PROBLEM STATEMENT: Look below for the line containing "0,16 L 17,0"; from there through the line containing "M 285,152 L 349,86", both lines included, please set down each line exactly and nothing else.

Dataset items
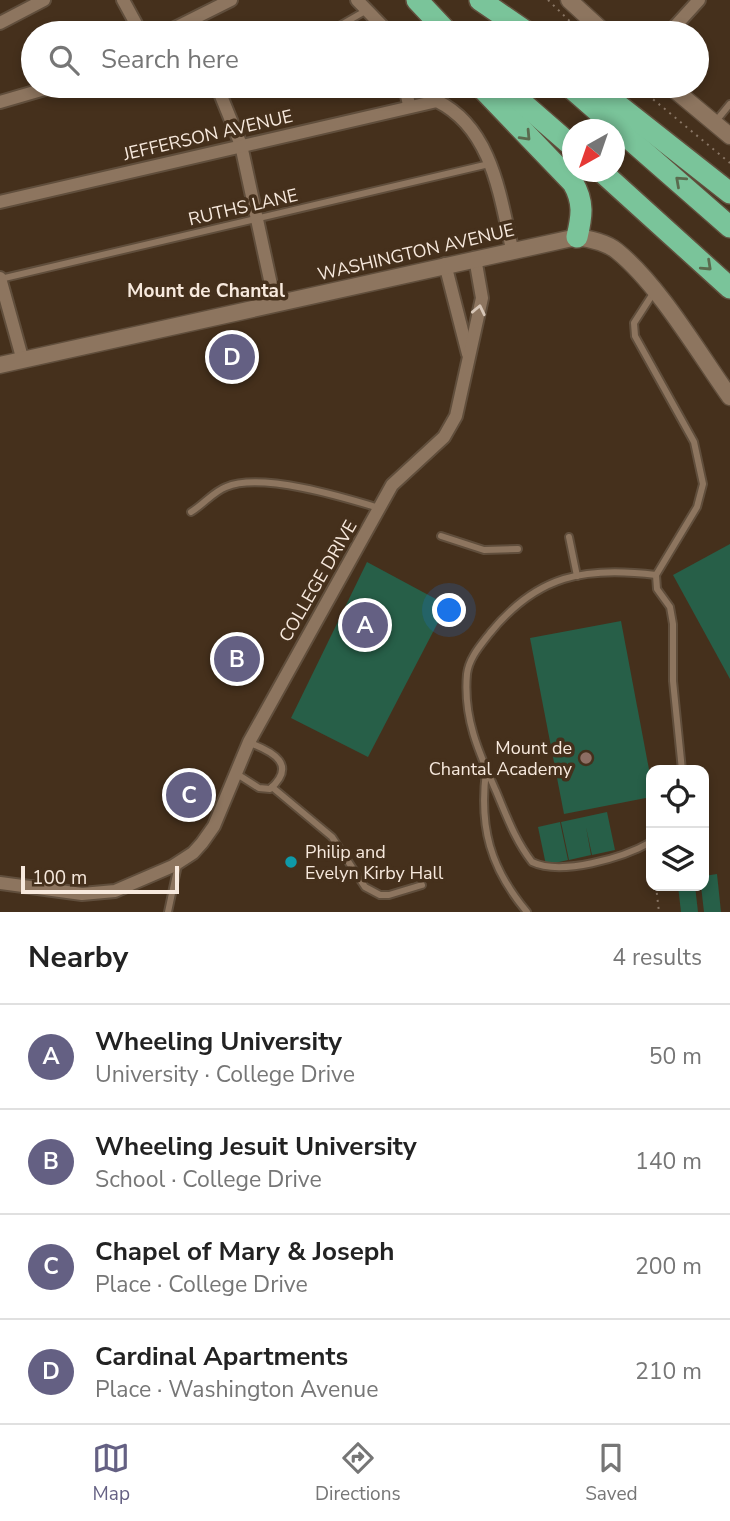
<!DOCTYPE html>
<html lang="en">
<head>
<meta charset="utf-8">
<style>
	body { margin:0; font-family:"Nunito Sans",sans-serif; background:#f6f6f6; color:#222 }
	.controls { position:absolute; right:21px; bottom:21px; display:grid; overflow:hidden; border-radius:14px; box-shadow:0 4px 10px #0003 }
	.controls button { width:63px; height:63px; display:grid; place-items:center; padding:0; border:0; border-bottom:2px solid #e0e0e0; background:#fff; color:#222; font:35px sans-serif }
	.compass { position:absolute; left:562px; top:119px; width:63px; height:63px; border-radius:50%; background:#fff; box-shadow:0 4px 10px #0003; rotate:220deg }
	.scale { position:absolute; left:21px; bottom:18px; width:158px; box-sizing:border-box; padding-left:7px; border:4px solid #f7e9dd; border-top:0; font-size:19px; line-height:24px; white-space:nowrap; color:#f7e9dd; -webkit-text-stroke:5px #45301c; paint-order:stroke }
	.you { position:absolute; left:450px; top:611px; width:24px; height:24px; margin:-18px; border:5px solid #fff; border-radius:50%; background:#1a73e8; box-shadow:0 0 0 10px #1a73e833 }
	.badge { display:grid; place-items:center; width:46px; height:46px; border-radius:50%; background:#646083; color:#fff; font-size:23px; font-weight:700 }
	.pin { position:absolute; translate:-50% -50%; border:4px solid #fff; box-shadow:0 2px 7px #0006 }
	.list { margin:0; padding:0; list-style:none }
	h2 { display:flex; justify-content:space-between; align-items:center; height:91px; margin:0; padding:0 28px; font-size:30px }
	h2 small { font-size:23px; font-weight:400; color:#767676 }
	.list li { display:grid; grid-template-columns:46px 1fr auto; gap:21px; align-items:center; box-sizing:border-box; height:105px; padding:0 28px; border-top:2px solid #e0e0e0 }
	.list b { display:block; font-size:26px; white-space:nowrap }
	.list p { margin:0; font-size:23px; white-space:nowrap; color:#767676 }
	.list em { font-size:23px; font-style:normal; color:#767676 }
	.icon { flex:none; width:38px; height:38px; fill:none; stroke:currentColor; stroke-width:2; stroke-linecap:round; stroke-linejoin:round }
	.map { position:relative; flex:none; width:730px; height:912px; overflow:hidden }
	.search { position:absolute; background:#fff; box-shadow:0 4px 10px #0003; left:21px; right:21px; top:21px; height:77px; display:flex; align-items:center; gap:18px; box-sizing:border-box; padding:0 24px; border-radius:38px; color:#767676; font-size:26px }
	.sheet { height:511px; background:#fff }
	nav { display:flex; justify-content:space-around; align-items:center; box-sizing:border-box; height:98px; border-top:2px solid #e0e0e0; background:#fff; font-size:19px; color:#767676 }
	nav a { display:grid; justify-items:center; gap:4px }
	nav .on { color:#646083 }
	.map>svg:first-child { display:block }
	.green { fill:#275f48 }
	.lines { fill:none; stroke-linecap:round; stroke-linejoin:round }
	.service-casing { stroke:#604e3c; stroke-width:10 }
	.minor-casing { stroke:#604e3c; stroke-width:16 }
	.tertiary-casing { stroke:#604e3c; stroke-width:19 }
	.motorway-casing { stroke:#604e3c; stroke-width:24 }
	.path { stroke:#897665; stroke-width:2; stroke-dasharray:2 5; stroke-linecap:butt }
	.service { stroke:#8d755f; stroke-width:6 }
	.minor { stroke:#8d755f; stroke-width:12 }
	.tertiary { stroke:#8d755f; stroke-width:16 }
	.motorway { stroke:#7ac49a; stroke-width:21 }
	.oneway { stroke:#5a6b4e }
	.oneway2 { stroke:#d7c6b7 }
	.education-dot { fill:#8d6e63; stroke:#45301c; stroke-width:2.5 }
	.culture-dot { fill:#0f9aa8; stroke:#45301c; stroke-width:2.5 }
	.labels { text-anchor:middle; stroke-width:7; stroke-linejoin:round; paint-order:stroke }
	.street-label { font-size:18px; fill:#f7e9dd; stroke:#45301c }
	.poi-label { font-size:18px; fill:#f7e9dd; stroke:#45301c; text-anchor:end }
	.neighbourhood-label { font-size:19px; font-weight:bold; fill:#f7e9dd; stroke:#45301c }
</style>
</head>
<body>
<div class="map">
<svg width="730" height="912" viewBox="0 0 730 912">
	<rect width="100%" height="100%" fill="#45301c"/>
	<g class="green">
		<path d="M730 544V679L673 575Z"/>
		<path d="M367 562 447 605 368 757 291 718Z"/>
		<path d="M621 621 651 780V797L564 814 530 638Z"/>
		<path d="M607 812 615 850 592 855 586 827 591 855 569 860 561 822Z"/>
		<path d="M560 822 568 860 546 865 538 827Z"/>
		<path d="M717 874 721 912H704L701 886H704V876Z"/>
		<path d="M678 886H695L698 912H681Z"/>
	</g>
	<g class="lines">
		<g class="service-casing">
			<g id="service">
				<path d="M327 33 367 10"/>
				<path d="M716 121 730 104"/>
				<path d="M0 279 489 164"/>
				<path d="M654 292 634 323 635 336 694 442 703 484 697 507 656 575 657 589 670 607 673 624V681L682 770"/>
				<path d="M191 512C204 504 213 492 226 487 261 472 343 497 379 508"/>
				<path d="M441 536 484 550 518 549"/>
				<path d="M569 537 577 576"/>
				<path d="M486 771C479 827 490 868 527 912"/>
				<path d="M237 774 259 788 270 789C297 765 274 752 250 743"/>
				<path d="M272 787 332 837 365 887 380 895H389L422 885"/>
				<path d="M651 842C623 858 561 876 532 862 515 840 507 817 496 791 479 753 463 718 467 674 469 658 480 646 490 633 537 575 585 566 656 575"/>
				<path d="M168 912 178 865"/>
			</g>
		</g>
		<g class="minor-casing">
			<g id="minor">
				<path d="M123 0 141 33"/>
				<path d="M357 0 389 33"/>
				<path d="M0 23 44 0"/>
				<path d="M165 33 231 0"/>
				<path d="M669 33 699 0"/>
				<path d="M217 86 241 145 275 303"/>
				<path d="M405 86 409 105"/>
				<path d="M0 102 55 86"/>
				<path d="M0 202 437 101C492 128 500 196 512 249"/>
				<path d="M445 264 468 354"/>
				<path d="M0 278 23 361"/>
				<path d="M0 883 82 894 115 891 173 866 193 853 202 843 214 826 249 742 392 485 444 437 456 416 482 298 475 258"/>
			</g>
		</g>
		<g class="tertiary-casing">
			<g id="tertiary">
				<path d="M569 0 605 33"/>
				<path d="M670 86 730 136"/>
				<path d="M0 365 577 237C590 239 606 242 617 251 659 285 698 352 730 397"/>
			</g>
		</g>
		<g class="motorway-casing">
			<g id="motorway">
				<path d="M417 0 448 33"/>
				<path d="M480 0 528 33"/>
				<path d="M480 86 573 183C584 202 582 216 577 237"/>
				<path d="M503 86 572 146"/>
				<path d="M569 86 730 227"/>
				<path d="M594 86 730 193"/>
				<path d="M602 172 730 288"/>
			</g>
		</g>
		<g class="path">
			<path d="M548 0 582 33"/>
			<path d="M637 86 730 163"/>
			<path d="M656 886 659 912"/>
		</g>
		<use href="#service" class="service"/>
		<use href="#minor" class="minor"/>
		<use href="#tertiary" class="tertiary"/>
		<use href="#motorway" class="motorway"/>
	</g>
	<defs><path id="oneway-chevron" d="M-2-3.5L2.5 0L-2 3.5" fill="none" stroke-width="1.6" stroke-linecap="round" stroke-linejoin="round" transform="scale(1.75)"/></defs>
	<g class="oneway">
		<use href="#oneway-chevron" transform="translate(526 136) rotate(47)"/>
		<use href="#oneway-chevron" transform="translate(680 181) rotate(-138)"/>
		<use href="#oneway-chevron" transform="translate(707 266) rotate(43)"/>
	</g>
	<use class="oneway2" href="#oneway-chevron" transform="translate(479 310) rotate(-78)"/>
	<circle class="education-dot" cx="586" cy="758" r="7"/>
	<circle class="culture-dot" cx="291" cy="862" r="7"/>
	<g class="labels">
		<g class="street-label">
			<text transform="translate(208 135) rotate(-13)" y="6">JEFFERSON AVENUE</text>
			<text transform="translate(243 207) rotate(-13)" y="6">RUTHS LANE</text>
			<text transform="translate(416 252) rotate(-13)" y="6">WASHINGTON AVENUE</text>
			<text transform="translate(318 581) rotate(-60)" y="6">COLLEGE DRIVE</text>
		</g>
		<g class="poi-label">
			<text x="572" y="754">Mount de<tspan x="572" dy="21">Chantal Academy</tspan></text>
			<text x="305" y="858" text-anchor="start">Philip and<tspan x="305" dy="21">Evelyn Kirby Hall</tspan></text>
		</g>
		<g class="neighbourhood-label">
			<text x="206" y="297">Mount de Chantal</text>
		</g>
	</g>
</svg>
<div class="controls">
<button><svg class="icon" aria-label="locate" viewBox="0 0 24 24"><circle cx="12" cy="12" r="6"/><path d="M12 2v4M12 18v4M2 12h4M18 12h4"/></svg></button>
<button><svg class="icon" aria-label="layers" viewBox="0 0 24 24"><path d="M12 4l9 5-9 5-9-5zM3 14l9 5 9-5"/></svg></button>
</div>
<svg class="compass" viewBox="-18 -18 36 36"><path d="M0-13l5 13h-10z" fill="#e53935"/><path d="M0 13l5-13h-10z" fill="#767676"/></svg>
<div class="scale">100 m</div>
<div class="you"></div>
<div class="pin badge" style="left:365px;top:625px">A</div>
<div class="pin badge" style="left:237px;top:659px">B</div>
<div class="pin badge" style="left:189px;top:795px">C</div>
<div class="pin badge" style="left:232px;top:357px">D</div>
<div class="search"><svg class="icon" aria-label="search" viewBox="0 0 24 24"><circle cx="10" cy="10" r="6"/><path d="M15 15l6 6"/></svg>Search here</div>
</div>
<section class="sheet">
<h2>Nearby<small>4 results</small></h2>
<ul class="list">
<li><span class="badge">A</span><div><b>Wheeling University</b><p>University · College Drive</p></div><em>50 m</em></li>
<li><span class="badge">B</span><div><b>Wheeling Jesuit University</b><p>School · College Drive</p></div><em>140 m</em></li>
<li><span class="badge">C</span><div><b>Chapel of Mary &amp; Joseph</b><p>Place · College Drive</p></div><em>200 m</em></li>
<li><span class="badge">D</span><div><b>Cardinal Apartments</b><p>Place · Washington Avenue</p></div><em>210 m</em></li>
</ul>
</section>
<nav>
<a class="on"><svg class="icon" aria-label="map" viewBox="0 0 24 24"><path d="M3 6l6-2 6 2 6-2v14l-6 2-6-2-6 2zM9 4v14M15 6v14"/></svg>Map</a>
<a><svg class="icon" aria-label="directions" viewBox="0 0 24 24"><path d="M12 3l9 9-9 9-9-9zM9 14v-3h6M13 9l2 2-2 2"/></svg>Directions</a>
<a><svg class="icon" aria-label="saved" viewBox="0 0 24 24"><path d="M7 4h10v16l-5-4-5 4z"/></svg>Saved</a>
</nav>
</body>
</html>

...

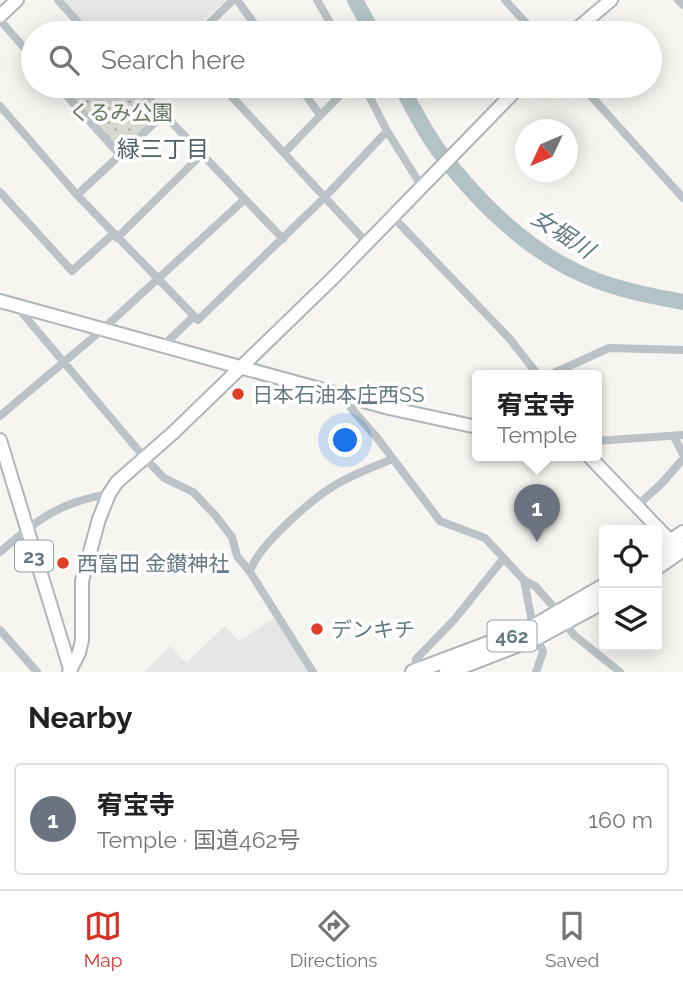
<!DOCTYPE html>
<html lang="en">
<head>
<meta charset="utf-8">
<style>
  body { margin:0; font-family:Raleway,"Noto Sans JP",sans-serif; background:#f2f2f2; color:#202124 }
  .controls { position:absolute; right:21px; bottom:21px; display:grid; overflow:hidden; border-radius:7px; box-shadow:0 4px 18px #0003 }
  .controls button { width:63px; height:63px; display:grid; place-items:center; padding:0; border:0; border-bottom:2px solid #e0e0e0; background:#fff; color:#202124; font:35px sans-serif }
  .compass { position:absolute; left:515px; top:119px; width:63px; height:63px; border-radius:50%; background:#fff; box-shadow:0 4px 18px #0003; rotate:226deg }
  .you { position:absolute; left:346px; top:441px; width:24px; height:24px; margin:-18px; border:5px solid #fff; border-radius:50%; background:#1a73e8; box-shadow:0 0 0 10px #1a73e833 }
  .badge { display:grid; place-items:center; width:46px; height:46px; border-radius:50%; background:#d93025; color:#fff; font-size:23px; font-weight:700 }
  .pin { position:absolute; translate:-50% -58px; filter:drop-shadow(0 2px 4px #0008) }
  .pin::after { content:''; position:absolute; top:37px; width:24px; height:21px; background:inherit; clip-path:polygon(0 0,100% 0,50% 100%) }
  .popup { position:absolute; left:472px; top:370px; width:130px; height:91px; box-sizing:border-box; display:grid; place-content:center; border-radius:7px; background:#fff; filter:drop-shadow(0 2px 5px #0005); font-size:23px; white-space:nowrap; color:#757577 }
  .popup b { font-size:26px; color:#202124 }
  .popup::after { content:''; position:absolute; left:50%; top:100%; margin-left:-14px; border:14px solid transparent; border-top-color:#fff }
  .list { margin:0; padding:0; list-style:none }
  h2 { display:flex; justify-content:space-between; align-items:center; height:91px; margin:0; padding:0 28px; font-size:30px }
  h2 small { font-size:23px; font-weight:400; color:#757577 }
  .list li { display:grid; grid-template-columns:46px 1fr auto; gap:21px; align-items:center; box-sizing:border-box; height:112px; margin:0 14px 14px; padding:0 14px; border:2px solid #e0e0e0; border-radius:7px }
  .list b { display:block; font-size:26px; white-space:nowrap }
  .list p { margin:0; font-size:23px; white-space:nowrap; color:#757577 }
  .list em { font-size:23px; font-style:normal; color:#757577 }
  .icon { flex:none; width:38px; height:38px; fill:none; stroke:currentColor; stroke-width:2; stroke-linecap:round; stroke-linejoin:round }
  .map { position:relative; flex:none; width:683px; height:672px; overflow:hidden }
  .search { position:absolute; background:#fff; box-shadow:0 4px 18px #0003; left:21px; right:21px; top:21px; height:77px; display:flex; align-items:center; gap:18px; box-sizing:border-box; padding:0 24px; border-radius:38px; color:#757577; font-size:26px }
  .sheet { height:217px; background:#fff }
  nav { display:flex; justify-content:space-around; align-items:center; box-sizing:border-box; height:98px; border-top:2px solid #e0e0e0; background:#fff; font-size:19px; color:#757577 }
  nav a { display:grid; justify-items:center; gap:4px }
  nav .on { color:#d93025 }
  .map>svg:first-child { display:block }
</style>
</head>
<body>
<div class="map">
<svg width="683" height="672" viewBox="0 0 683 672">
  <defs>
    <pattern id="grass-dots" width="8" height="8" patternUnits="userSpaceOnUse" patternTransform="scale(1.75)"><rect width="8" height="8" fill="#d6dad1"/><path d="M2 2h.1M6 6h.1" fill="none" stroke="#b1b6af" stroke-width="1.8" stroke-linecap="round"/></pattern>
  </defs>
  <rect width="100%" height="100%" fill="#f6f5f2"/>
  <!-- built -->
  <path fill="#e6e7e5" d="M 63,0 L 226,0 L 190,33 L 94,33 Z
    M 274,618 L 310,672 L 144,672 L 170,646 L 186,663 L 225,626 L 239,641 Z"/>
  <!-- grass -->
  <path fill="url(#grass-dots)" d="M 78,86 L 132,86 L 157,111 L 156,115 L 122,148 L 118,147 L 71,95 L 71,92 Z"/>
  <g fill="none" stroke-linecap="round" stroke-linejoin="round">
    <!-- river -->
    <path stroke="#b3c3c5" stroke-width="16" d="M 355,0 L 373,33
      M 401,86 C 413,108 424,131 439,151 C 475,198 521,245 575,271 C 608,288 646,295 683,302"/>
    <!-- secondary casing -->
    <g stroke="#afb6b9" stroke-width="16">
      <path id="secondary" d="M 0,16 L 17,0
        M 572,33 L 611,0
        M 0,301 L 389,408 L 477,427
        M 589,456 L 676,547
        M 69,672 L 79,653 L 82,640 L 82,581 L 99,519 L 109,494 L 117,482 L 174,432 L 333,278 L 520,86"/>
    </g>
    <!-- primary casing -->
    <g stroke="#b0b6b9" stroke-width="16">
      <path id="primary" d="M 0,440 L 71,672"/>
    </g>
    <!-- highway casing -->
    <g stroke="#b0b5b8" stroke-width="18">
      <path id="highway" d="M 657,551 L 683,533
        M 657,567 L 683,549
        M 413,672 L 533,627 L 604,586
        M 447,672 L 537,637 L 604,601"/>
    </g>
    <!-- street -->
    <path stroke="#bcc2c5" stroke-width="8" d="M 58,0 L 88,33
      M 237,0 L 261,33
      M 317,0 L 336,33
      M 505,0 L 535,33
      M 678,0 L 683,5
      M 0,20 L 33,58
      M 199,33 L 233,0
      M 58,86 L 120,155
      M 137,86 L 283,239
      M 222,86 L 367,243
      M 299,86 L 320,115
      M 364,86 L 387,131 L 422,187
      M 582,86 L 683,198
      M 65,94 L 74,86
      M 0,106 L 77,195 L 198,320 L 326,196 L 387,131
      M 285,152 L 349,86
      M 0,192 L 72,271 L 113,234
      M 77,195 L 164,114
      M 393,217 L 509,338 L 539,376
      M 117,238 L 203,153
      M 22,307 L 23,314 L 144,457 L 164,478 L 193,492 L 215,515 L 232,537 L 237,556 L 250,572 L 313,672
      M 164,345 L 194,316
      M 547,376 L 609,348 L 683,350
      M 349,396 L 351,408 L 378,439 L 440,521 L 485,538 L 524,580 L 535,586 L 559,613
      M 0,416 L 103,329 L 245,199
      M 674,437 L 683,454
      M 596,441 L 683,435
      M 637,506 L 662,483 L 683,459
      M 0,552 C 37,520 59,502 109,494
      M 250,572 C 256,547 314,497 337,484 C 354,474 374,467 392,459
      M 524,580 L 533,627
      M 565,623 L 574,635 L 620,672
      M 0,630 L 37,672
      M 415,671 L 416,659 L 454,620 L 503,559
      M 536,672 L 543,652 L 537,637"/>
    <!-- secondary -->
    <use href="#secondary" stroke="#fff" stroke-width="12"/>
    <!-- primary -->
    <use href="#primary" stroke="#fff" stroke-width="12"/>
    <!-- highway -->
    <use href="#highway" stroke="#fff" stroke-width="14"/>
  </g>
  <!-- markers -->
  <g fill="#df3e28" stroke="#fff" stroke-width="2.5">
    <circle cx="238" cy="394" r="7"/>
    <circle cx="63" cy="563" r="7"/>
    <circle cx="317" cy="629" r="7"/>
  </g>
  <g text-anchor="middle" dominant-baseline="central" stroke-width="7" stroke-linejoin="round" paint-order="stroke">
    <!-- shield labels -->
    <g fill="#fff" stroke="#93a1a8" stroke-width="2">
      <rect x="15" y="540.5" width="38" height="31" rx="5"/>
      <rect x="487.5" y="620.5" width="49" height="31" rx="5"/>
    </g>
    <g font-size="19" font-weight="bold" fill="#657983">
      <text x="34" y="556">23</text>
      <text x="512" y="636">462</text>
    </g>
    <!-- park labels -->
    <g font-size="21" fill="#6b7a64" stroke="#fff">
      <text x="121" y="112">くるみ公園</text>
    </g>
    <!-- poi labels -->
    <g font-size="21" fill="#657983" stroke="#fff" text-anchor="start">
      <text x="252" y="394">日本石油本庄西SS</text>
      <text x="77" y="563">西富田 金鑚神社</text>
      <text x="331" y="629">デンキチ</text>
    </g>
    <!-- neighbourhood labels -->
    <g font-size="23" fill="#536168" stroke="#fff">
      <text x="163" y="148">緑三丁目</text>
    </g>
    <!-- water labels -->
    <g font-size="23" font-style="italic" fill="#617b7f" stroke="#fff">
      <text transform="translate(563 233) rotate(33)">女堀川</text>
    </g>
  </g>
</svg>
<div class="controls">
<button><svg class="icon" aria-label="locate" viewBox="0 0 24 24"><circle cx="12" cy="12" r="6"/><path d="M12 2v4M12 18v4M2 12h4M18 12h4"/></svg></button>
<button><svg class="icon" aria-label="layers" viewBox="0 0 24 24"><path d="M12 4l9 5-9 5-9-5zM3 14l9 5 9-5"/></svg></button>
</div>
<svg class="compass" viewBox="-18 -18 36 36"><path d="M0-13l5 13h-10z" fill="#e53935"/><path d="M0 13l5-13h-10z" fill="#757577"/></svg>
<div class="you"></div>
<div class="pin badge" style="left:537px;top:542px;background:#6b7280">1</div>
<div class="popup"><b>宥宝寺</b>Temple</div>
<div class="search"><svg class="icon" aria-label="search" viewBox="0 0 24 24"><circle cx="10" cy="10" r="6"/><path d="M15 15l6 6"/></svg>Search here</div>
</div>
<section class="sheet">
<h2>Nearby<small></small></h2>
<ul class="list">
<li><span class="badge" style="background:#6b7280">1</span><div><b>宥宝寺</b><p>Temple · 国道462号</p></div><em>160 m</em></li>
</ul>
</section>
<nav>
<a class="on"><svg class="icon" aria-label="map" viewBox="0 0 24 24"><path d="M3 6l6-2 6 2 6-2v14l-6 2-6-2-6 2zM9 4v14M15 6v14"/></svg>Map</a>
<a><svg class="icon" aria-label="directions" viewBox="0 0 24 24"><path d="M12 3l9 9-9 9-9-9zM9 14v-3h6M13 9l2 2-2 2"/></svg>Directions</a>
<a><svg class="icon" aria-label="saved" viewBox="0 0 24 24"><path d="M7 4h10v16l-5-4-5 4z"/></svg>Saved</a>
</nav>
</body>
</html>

TASK RESULT:
      <path id="secondary" d="M 0,16 L 17,0
        M 572,33 L 611,0
        M 0,301 L 389,408 L 477,427
        M 589,456 L 676,547
        M 69,672 L 79,653 L 82,640 L 82,581 L 99,519 L 109,494 L 117,482 L 174,432 L 333,278 L 520,86"/>
    </g>
    <!-- primary casing -->
    <g stroke="#b0b6b9" stroke-width="16">
      <path id="primary" d="M 0,440 L 71,672"/>
    </g>
    <!-- highway casing -->
    <g stroke="#b0b5b8" stroke-width="18">
      <path id="highway" d="M 657,551 L 683,533
        M 657,567 L 683,549
        M 413,672 L 533,627 L 604,586
        M 447,672 L 537,637 L 604,601"/>
    </g>
    <!-- street -->
    <path stroke="#bcc2c5" stroke-width="8" d="M 58,0 L 88,33
      M 237,0 L 261,33
      M 317,0 L 336,33
      M 505,0 L 535,33
      M 678,0 L 683,5
      M 0,20 L 33,58
      M 199,33 L 233,0
      M 58,86 L 120,155
      M 137,86 L 283,239
      M 222,86 L 367,243
      M 299,86 L 320,115
      M 364,86 L 387,131 L 422,187
      M 582,86 L 683,198
      M 65,94 L 74,86
      M 0,106 L 77,195 L 198,320 L 326,196 L 387,131
      M 285,152 L 349,86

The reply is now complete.